Paper long abstract:
This paper explores how student loan debt affects present and former American university students. Around 44 million Americans owe $1.48 trillion in student loan debt, and sociologists advocate a "wake-up call" to attend to the lived experience of student loan debtors (Goldrick-Rab 2016).
Based on fieldwork in Wisconsin, USA from August to November 2017, I argue that for people who regard higher education as a means to achieving the American Dream, student loan debt is an ambiguous force that shapes their everyday lives. Americans who have taken on educational loans express vastly different feelings towards debt depending on their status as students or graduates.

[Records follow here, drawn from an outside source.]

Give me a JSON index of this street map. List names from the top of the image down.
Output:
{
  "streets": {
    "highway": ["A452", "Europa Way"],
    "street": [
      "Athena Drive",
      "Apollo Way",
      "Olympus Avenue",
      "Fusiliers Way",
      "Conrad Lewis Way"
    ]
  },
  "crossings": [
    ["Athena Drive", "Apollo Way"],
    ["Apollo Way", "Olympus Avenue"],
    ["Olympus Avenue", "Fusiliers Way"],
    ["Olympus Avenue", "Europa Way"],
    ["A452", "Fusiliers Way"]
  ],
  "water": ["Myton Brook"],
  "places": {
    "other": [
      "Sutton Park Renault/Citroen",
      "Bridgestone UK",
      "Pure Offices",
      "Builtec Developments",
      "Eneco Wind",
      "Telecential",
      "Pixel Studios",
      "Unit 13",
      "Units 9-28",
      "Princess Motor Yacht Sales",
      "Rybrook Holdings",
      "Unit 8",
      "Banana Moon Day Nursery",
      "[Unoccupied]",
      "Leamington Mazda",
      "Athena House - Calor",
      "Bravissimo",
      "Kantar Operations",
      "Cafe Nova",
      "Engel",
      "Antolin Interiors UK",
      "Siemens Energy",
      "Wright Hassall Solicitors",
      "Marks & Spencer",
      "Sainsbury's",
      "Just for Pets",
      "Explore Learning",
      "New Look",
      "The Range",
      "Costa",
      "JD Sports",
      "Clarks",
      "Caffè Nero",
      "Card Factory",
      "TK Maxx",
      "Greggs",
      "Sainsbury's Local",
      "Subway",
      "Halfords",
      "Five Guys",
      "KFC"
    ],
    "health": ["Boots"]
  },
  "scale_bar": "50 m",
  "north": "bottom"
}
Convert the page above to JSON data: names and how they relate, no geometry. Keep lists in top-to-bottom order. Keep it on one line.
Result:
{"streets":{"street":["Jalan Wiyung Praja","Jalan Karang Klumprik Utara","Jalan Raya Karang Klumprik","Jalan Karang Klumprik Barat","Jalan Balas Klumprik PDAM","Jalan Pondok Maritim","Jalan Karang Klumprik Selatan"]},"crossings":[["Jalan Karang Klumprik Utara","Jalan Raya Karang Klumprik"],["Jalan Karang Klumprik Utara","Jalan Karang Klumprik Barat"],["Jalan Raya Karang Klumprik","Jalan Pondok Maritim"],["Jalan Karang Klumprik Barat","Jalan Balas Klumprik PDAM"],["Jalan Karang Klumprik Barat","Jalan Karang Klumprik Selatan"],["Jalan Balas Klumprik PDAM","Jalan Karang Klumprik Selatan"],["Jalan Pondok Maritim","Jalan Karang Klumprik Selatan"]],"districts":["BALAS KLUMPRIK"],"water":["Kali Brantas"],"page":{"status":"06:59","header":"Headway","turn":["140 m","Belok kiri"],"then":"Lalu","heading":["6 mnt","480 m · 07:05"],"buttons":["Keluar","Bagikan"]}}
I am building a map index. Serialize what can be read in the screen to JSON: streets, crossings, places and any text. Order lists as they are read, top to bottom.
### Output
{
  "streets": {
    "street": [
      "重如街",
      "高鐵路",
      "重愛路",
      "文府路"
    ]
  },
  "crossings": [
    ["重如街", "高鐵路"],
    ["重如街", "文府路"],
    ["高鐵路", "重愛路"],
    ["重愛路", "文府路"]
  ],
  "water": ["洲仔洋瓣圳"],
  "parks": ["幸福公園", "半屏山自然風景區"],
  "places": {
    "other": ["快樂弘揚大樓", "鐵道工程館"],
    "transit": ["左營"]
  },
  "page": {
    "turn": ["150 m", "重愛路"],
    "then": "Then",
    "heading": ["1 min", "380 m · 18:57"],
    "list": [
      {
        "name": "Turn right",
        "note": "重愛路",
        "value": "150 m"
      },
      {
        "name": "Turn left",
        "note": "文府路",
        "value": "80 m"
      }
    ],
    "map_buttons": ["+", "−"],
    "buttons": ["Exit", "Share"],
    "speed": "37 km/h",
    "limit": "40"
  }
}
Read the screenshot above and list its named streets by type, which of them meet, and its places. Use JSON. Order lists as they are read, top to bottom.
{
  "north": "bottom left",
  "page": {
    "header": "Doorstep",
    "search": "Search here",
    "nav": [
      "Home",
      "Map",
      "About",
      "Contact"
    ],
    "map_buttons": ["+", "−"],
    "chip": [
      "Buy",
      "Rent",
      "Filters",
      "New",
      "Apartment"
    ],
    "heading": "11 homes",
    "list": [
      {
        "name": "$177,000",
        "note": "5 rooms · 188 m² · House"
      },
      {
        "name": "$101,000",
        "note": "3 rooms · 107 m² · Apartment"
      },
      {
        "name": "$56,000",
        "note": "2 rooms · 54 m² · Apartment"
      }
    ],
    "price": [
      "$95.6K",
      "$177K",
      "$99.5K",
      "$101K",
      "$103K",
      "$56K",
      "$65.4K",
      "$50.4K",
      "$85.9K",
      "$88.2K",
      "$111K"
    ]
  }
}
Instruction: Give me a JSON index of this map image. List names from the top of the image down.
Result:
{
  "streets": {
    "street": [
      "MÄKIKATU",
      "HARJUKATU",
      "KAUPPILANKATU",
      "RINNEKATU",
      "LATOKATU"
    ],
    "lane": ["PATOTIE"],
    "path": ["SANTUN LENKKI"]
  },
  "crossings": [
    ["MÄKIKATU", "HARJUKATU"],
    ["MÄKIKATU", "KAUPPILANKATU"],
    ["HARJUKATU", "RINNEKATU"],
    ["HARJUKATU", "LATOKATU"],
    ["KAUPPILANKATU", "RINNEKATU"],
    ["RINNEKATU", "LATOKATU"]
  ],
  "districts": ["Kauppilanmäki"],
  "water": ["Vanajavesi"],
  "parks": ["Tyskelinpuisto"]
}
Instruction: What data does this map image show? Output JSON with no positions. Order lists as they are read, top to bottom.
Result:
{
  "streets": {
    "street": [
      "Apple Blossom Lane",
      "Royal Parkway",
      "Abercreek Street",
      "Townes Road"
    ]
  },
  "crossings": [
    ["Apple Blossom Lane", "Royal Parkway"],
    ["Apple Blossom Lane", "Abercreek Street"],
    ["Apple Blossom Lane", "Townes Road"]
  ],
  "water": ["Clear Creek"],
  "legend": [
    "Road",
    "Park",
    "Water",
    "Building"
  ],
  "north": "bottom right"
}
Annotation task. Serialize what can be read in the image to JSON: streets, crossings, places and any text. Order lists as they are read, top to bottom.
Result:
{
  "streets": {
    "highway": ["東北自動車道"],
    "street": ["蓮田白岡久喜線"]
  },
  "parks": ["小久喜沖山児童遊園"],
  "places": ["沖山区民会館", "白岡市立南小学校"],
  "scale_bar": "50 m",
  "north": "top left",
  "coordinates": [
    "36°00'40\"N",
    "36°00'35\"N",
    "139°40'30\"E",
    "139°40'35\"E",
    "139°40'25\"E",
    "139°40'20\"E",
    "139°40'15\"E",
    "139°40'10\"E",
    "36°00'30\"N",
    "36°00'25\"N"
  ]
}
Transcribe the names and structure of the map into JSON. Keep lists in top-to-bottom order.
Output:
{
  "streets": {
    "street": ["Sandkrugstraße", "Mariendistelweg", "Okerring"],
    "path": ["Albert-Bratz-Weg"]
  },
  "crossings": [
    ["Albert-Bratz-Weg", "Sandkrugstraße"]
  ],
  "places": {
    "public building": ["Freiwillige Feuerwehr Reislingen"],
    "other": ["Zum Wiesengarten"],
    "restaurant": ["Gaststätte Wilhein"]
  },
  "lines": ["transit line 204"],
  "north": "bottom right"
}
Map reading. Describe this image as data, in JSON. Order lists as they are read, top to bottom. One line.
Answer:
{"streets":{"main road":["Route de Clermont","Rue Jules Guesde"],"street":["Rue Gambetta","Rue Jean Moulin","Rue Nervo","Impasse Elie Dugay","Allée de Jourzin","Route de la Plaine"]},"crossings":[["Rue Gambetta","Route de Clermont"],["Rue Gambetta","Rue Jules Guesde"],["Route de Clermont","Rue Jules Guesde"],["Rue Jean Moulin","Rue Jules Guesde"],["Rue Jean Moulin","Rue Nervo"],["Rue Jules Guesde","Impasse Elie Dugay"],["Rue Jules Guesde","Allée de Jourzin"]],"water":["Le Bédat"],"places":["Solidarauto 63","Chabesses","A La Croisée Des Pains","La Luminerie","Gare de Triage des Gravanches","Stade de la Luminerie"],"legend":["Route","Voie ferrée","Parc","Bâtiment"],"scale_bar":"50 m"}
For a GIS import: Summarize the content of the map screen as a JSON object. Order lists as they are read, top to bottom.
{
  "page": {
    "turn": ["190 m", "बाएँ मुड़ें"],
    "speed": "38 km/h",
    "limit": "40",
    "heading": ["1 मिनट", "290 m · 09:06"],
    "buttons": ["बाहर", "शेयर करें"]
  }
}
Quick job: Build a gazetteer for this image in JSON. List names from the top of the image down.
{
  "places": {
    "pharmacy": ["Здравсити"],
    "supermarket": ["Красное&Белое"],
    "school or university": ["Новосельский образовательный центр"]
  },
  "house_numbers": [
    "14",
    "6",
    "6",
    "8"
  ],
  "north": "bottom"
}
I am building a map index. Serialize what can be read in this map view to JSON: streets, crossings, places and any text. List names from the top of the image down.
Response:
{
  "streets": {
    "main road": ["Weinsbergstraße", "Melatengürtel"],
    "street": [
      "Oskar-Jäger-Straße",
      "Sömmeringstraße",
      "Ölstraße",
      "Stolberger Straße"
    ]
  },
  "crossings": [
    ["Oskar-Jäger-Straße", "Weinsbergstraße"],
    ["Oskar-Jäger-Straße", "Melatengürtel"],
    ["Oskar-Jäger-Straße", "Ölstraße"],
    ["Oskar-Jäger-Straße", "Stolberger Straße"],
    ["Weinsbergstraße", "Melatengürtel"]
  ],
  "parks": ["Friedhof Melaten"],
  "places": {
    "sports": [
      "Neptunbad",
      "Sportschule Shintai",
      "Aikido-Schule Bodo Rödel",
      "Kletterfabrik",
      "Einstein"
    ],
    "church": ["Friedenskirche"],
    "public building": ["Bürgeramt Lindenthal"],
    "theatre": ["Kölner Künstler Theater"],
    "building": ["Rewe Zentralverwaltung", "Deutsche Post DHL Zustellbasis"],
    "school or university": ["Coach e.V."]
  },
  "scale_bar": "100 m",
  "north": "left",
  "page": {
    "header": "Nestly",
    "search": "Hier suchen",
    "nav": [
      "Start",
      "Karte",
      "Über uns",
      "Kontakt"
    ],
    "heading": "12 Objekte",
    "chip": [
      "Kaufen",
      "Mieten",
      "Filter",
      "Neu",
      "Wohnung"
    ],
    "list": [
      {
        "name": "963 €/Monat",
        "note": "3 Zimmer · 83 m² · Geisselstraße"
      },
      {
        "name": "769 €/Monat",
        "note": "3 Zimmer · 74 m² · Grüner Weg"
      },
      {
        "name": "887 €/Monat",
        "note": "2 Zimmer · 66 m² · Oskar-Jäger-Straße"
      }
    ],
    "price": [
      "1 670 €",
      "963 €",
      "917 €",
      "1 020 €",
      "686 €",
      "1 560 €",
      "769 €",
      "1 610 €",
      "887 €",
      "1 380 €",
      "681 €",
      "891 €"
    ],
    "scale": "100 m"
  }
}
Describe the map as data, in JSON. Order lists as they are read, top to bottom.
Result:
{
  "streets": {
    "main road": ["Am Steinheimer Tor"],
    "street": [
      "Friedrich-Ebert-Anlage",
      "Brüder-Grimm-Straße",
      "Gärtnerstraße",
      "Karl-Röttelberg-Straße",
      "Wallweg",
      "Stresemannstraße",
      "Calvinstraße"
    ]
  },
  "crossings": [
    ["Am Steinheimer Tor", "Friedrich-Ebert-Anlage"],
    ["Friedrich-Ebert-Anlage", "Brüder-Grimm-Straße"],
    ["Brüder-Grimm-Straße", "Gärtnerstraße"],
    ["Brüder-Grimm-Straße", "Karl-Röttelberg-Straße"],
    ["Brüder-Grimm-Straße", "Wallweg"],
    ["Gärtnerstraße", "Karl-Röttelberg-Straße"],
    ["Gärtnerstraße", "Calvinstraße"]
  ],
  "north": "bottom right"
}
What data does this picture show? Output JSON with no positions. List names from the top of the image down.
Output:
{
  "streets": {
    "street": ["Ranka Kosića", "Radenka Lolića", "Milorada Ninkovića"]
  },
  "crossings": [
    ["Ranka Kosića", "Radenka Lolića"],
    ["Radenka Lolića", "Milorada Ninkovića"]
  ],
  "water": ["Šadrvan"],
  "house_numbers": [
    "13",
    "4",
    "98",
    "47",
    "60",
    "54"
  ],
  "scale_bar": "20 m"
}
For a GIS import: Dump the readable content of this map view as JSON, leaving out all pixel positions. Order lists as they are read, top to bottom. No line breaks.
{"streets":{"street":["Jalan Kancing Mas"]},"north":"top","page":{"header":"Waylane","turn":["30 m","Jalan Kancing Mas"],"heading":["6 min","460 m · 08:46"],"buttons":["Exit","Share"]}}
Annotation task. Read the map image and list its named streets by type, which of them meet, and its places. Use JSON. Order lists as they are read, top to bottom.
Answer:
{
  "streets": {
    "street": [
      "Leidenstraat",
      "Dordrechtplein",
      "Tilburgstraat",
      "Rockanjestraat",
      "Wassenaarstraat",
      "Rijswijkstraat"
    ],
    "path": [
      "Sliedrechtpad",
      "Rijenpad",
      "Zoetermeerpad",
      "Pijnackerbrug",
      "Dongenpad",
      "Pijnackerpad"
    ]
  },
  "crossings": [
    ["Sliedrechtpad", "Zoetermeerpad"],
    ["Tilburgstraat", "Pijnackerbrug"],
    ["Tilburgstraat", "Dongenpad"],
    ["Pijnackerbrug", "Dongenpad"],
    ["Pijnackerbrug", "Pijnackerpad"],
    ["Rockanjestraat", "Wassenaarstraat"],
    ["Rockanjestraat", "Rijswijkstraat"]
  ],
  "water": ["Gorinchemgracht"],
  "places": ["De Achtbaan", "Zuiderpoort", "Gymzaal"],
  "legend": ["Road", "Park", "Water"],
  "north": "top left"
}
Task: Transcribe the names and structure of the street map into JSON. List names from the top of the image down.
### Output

Among current students, debt constitutes an inevitable condition for obtaining a degree. Unlike Graeber's argument that debt creates inequality between equals (Graeber 2014), for many students, debt generates a temporary feeling of being equal to others from wealthier backgrounds; they are able to obtain the degree that is widely perceived as a gateway to a financially solid future.
Yet, the impact of student loan debt changes when students become graduates. Those with high amounts of debt indeed experience it as a burden that produces inequalities as graduates compare themselves to peers who are financially better off despite having chosen shorter, if any, educational paths, as well as disappointment and uncertainty due to a lack of employment or lower wages than expected.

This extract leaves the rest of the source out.